◆ To do ◆
Return exactly the lines below, starting with the one that has "M1573,276l35,2v15l-24,-1z" and going on through the one that has "M1311,884h22l15,44h-23z".
▬▬▬▬▬▬▬▬▬▬
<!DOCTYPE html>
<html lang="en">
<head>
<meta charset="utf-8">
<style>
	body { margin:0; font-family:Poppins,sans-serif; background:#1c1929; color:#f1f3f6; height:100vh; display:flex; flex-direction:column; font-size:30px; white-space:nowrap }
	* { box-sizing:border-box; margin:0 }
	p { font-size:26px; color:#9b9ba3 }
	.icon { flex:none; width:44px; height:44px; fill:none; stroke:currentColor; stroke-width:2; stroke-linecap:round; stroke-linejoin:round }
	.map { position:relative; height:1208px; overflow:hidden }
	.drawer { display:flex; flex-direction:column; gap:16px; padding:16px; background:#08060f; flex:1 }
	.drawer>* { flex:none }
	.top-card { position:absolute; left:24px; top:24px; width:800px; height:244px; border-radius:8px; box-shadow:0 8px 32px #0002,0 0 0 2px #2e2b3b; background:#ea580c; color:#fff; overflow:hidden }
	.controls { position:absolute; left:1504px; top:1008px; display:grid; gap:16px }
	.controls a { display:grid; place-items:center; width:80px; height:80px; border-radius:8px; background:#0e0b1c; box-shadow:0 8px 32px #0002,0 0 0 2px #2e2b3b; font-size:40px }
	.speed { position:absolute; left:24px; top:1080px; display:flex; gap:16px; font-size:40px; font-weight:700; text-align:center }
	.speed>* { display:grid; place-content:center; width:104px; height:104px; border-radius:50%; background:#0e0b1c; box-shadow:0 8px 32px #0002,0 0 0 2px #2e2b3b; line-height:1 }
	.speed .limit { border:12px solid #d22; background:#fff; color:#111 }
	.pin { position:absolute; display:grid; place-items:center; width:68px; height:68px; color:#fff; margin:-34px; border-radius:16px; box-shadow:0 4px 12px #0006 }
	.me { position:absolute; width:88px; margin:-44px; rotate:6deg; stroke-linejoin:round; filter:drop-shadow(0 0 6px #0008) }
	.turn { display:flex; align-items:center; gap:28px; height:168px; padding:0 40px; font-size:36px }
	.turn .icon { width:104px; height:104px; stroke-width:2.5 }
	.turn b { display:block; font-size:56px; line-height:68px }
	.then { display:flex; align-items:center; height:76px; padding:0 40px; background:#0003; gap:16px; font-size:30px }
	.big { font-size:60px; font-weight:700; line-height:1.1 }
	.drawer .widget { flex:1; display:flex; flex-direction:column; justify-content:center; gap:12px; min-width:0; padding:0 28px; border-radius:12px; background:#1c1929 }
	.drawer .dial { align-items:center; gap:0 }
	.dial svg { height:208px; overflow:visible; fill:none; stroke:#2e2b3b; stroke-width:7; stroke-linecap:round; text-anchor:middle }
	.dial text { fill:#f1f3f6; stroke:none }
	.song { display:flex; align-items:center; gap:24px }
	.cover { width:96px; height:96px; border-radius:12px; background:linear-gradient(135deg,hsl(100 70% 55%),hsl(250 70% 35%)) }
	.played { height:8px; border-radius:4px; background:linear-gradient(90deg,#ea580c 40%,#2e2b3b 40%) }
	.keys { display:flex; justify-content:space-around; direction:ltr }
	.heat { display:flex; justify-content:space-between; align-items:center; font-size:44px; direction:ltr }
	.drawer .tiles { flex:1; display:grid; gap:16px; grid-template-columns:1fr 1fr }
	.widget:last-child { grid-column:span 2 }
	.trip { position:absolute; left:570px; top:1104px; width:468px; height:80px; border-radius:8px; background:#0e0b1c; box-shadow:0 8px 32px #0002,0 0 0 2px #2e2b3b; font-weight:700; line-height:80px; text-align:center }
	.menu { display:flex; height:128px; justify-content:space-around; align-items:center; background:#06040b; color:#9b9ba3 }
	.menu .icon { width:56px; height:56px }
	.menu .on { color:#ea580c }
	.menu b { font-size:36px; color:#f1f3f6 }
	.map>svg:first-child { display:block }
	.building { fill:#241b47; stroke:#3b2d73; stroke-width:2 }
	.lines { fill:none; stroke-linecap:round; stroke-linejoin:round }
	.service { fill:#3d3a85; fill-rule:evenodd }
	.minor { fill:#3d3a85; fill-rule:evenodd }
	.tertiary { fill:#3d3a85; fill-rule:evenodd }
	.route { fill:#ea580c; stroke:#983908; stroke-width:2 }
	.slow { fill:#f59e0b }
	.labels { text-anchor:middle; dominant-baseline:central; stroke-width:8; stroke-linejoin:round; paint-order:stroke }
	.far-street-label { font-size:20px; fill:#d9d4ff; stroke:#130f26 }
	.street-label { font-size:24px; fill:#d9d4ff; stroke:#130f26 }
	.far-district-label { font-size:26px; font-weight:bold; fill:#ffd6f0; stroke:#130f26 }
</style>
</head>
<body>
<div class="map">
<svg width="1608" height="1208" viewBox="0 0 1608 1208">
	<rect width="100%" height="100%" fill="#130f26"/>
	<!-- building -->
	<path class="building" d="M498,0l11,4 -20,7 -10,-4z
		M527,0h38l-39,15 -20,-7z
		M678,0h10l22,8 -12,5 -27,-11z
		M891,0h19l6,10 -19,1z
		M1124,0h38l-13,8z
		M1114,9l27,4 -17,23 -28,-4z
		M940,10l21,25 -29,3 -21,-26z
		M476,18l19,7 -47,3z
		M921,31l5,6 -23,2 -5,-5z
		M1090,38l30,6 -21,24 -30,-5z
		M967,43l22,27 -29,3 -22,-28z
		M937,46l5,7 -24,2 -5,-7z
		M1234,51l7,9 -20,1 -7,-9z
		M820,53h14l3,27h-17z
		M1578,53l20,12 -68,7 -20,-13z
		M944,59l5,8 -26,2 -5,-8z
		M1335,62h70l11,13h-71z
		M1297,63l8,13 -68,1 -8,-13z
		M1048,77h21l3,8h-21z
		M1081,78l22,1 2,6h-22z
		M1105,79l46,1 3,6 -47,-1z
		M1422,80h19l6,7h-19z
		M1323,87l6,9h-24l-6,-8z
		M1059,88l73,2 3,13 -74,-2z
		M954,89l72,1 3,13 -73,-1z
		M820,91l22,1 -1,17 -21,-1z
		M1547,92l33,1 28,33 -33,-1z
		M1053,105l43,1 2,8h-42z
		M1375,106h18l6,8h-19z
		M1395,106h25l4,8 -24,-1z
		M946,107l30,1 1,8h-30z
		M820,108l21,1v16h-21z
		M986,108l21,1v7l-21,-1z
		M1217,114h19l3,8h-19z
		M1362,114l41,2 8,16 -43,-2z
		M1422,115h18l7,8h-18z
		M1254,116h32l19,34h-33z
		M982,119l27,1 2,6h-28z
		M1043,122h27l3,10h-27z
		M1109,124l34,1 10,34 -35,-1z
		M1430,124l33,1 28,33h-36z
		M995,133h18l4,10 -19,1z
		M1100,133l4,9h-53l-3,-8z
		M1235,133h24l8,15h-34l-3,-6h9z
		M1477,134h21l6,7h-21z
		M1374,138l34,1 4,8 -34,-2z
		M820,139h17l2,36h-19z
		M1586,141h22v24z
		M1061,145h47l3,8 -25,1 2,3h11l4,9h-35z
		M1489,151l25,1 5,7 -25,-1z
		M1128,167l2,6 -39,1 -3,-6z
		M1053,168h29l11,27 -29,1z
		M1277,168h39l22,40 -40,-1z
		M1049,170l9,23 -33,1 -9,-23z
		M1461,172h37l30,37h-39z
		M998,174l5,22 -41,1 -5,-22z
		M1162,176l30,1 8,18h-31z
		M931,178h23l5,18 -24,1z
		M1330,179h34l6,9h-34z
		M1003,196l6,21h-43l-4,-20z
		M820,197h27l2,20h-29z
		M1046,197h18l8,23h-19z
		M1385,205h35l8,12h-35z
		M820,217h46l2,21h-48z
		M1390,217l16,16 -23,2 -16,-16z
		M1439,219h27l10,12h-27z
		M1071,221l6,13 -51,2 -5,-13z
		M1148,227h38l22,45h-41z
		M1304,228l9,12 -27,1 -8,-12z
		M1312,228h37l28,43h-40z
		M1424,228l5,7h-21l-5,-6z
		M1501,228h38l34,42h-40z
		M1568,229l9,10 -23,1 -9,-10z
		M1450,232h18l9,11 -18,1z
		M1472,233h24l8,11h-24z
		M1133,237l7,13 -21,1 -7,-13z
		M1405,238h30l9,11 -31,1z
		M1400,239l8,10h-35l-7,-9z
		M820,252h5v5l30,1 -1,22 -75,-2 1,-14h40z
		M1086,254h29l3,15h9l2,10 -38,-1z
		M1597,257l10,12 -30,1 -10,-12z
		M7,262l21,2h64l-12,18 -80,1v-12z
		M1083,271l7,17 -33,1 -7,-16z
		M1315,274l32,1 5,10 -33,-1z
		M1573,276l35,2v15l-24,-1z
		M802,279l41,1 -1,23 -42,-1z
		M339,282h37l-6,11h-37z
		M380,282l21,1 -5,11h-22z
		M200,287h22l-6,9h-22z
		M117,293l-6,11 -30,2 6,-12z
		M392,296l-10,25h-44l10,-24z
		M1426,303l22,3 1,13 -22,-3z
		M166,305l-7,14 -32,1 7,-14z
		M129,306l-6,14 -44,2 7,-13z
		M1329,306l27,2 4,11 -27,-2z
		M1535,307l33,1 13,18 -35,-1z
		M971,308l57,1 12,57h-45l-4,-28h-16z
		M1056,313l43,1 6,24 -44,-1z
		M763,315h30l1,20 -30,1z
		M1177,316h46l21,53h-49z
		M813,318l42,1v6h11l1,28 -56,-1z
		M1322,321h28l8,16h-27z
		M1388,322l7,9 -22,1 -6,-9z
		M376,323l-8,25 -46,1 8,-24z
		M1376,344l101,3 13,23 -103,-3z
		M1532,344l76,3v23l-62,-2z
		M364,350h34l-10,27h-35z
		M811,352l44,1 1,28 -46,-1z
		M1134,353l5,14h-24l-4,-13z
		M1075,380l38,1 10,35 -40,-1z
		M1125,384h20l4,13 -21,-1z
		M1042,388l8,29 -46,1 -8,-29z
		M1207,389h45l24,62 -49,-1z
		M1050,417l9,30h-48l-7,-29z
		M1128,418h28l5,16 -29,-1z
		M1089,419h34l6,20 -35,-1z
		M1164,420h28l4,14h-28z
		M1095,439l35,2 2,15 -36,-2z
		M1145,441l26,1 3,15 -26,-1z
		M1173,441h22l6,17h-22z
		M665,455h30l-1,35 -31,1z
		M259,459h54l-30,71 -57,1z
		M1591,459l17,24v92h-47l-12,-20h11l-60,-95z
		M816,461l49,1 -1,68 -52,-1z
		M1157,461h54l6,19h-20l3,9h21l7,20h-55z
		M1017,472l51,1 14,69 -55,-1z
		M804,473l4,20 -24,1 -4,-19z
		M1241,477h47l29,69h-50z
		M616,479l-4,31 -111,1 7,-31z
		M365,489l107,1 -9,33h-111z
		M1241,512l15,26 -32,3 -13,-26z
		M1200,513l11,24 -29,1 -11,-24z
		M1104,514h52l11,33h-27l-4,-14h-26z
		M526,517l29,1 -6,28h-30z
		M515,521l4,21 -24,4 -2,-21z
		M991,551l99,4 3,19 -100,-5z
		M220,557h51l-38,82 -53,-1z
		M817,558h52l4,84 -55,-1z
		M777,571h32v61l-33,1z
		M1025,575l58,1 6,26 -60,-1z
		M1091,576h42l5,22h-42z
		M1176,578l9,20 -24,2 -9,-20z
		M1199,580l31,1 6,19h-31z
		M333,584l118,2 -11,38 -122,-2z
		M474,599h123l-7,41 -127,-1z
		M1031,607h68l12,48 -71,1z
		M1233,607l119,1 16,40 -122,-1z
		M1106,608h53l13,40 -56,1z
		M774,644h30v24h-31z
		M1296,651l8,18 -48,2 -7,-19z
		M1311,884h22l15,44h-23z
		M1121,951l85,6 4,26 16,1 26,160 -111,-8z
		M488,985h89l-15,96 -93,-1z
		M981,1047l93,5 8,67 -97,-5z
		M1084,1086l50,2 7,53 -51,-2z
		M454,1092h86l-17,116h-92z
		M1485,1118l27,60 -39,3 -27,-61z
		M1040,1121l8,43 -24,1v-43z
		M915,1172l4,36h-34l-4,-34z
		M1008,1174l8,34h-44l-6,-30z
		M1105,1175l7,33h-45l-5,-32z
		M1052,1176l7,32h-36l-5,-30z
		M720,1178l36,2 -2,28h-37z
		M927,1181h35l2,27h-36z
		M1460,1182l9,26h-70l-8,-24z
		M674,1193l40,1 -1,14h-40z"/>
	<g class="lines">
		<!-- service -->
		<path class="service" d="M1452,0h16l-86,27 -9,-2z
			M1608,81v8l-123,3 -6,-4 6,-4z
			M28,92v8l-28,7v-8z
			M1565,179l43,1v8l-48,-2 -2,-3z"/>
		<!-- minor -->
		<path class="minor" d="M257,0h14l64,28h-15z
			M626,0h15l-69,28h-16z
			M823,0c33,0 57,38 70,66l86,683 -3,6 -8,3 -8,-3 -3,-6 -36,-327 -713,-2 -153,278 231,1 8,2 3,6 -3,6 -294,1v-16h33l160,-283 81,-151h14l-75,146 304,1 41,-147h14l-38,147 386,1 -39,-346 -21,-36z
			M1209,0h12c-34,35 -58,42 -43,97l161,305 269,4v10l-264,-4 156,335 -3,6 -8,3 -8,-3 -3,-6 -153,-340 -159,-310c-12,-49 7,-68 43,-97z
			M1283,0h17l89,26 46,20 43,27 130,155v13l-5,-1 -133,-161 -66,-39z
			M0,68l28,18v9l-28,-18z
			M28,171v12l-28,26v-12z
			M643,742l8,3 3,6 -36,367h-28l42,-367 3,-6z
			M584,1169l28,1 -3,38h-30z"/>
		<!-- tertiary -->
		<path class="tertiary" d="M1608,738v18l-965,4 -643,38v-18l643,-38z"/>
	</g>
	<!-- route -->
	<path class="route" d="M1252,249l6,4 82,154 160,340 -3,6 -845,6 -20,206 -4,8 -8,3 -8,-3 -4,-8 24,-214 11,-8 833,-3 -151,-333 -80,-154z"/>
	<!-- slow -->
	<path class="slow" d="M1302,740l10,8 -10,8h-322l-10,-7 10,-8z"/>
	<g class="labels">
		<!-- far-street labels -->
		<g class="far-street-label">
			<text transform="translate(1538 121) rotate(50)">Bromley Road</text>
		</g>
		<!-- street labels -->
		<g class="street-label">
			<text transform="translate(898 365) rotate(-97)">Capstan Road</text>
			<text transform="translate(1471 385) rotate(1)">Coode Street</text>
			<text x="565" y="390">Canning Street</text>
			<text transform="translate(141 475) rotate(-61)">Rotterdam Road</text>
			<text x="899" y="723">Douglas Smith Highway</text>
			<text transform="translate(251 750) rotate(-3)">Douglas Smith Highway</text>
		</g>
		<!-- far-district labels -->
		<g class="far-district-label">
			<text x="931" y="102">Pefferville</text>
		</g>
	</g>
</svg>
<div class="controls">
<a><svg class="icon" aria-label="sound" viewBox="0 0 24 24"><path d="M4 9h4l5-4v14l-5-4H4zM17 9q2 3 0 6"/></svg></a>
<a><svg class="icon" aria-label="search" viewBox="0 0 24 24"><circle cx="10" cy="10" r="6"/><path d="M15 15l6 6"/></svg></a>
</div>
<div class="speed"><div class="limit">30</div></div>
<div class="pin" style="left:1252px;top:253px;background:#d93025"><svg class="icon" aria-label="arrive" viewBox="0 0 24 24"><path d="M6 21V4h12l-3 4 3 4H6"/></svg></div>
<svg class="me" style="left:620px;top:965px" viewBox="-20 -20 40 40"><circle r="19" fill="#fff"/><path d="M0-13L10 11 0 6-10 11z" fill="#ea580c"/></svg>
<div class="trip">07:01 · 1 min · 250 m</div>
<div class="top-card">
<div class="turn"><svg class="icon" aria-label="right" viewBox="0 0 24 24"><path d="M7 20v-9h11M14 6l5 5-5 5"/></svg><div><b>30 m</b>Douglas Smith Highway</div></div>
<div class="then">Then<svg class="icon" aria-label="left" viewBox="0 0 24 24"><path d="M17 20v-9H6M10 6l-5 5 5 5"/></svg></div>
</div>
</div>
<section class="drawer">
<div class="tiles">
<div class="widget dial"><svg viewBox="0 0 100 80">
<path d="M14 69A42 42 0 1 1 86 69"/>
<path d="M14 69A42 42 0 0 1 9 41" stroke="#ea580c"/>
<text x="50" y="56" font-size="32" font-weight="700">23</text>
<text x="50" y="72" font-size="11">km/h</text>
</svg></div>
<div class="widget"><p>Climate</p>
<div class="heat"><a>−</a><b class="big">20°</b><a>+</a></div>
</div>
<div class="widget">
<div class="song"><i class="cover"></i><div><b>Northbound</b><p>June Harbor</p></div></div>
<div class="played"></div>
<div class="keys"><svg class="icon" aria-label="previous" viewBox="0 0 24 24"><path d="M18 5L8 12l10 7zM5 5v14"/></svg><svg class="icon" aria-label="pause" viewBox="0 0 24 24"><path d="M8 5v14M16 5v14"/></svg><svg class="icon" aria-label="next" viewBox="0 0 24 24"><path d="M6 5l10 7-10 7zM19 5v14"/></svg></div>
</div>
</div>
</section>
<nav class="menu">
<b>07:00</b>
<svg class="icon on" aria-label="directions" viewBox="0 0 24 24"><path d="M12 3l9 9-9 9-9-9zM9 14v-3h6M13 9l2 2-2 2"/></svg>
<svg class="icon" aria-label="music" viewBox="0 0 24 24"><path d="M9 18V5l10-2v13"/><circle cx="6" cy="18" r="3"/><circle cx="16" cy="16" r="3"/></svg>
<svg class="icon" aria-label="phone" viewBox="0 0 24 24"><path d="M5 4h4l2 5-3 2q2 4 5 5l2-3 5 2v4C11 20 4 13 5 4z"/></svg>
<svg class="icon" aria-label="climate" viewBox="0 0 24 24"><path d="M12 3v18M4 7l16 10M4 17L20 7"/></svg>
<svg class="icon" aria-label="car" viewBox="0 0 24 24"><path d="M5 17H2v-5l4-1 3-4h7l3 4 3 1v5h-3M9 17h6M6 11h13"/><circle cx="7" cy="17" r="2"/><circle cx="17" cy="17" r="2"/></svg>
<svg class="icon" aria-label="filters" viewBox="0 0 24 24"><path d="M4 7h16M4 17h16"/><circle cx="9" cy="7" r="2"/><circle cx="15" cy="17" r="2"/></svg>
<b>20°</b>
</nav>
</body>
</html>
▬▬▬▬▬▬▬▬▬▬
◆ Written response ◆
		M1573,276l35,2v15l-24,-1z
		M802,279l41,1 -1,23 -42,-1z
		M339,282h37l-6,11h-37z
		M380,282l21,1 -5,11h-22z
		M200,287h22l-6,9h-22z
		M117,293l-6,11 -30,2 6,-12z
		M392,296l-10,25h-44l10,-24z
		M1426,303l22,3 1,13 -22,-3z
		M166,305l-7,14 -32,1 7,-14z
		M129,306l-6,14 -44,2 7,-13z
		M1329,306l27,2 4,11 -27,-2z
		M1535,307l33,1 13,18 -35,-1z
		M971,308l57,1 12,57h-45l-4,-28h-16z
		M1056,313l43,1 6,24 -44,-1z
		M763,315h30l1,20 -30,1z
		M1177,316h46l21,53h-49z
		M813,318l42,1v6h11l1,28 -56,-1z
		M1322,321h28l8,16h-27z
		M1388,322l7,9 -22,1 -6,-9z
		M376,323l-8,25 -46,1 8,-24z
		M1376,344l101,3 13,23 -103,-3z
		M1532,344l76,3v23l-62,-2z
		M364,350h34l-10,27h-35z
		M811,352l44,1 1,28 -46,-1z
		M1134,353l5,14h-24l-4,-13z
		M1075,380l38,1 10,35 -40,-1z
		M1125,384h20l4,13 -21,-1z
		M1042,388l8,29 -46,1 -8,-29z
		M1207,389h45l24,62 -49,-1z
		M1050,417l9,30h-48l-7,-29z
		M1128,418h28l5,16 -29,-1z
		M1089,419h34l6,20 -35,-1z
		M1164,420h28l4,14h-28z
		M1095,439l35,2 2,15 -36,-2z
		M1145,441l26,1 3,15 -26,-1z
		M1173,441h22l6,17h-22z
		M665,455h30l-1,35 -31,1z
		M259,459h54l-30,71 -57,1z
		M1591,459l17,24v92h-47l-12,-20h11l-60,-95z
		M816,461l49,1 -1,68 -52,-1z
		M1157,461h54l6,19h-20l3,9h21l7,20h-55z
		M1017,472l51,1 14,69 -55,-1z
		M804,473l4,20 -24,1 -4,-19z
		M1241,477h47l29,69h-50z
		M616,479l-4,31 -111,1 7,-31z
		M365,489l107,1 -9,33h-111z
		M1241,512l15,26 -32,3 -13,-26z
		M1200,513l11,24 -29,1 -11,-24z
		M1104,514h52l11,33h-27l-4,-14h-26z
		M526,517l29,1 -6,28h-30z
		M515,521l4,21 -24,4 -2,-21z
		M991,551l99,4 3,19 -100,-5z
		M220,557h51l-38,82 -53,-1z
		M817,558h52l4,84 -55,-1z
		M777,571h32v61l-33,1z
		M1025,575l58,1 6,26 -60,-1z
		M1091,576h42l5,22h-42z
		M1176,578l9,20 -24,2 -9,-20z
		M1199,580l31,1 6,19h-31z
		M333,584l118,2 -11,38 -122,-2z
		M474,599h123l-7,41 -127,-1z
		M1031,607h68l12,48 -71,1z
		M1233,607l119,1 16,40 -122,-1z
		M1106,608h53l13,40 -56,1z
		M774,644h30v24h-31z
		M1296,651l8,18 -48,2 -7,-19z
		M1311,884h22l15,44h-23z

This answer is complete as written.